An ancient place I discovered after reading the late Jon Marshall ‘s book, “Forgotten places of the north Coast”. In the somewhat dry world of academia this is the Magheraboy Passage Grave
Built 6000 years ago by the post glacial hunter gatherers that lived in WhitePark Bay at the base of the hill this monument is found. I can be hard to find as it is behind yellow gorse.
I have been up there many times, Locals call it “The Druid Table” and I have often wondered about the story behind it. When excavated the bones of 3 females were found, a adult and then a twenty-year-old and sixteen-year-old. To me it is a little sad that their story is lost to the 6 millennia that followed their burial. So I have written a little piece to honour their burials high on the hill above one the best views in the north coast, this is pure fiction … but I think it needs done,
They said the stones were set in place before the people had words to name them, when giants and spirits walked the hills. Yet it was the hands of mortals that dragged them across the fields, bleeding and breaking to make a house for the dead, a place where the world above and the world below might meet.

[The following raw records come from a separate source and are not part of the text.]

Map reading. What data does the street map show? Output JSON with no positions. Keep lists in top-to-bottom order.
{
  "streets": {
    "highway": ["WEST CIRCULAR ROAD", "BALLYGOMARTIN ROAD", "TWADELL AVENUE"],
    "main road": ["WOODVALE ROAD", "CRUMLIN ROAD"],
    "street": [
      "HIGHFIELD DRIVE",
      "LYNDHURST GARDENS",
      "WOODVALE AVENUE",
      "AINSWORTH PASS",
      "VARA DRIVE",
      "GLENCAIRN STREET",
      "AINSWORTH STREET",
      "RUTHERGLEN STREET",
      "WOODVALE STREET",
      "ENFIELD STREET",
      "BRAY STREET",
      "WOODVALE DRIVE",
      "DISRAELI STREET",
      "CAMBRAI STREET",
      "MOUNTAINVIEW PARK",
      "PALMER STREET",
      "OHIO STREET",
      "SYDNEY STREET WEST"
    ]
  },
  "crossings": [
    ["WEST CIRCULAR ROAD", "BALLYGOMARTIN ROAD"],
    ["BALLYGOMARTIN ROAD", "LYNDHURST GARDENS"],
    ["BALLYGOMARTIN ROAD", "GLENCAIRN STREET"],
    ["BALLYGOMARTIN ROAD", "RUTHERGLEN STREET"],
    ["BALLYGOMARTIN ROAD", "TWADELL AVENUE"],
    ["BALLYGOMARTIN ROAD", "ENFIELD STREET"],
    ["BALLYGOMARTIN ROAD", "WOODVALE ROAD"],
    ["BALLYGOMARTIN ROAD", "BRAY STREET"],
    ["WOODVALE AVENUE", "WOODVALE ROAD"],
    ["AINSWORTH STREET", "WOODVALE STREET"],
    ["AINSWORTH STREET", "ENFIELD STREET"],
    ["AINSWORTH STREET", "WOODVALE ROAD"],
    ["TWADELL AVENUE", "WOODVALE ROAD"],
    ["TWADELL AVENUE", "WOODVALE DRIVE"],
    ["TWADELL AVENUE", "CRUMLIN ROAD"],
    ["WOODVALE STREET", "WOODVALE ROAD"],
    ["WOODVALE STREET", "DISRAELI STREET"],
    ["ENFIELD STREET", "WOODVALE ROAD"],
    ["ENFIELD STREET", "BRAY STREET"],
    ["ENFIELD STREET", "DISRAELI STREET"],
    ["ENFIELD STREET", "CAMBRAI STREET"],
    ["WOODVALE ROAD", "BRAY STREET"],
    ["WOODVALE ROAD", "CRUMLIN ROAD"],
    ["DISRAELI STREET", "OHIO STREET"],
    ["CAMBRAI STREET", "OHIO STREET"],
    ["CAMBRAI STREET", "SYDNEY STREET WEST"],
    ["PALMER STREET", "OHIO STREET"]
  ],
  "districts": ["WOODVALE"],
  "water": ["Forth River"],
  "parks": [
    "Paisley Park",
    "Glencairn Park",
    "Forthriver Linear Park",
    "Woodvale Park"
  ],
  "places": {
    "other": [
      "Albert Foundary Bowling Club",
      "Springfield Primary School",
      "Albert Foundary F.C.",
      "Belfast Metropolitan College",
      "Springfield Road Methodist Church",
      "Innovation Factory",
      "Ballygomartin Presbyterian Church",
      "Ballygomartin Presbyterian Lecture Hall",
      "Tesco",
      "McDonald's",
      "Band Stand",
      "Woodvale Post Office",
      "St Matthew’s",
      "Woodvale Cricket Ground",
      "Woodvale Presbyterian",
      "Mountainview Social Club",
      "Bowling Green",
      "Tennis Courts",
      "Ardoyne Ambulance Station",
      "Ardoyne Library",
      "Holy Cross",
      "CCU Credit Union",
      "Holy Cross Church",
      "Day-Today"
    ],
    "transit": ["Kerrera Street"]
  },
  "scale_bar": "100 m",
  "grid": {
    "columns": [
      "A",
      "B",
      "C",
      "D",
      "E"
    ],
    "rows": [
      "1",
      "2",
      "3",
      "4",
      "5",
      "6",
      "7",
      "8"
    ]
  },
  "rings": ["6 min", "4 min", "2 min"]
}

On the morning of the burial, in the false dawn, the air was heavy with sea-mist, and even the gorse bent as though in mourning. Three women lay on woven mats of reeds: the mother first, her hair-streaked silver though her face was not yet old, her fingers callused from grinding grain and tending fire. Beside her, the elder daughter, with eyes that had once followed a hawk through the sky as if she too might take wing. And the youngest, scarcely more than a child, her laughter still echoing in the minds of those who watched her carried to the grave.
The people grieved. They grieved with wails and with silence, with hands clutching at the wet earth, with the pressing of foreheads to stone. For to lose one was a wound; to lose three was a rift in the fabric of the tribe, a hollow no hearth could fill.
Yet the singers raised their voices, for grief must travel with blessing. They sang of the great river beneath the ground, where all spirits came to drink. They sang of the star-women who weave the night, who wait with outstretched hands for their lost sisters. They sang of rebirth, when the bones of the earth and the bones of the dead become one, and grass rises from their mingling.
Ochre spirals were painted on the faces of the dead, each curve a road the spirit might follow, each line a path back to the mother. Into their hands went gifts: a shard of antler for the youngest, to guard her in wild places; a knob of flint for the elder, to mark her beauty and her promise; and for the mother, a river-polished pebble that caught the torchlight like a captive star. These were not mere tokens, but vows, reminders that their journey would not be alone.
When the capstone fell into shadow and the mound was sealed, the keening ceased. A silence spread, vast and aching. Then, just as the first streaks of dawn touched the horizon, three black ravens rose from the tomb. They circled once above the mourners, wings dark against the paling sky, before flying seaward into the mist.
The people watched them go, their grief tempered with awe. For they knew then what story would be told: that mother and daughters had not gone into darkness, but into legend, their voices joined forever in the wind that scoured the cliffs of Whitepark Bay.
And even now, when the rain comes hard against the stones, some say you can hear their song, thin as breath, carried in the spaces between earth and sky.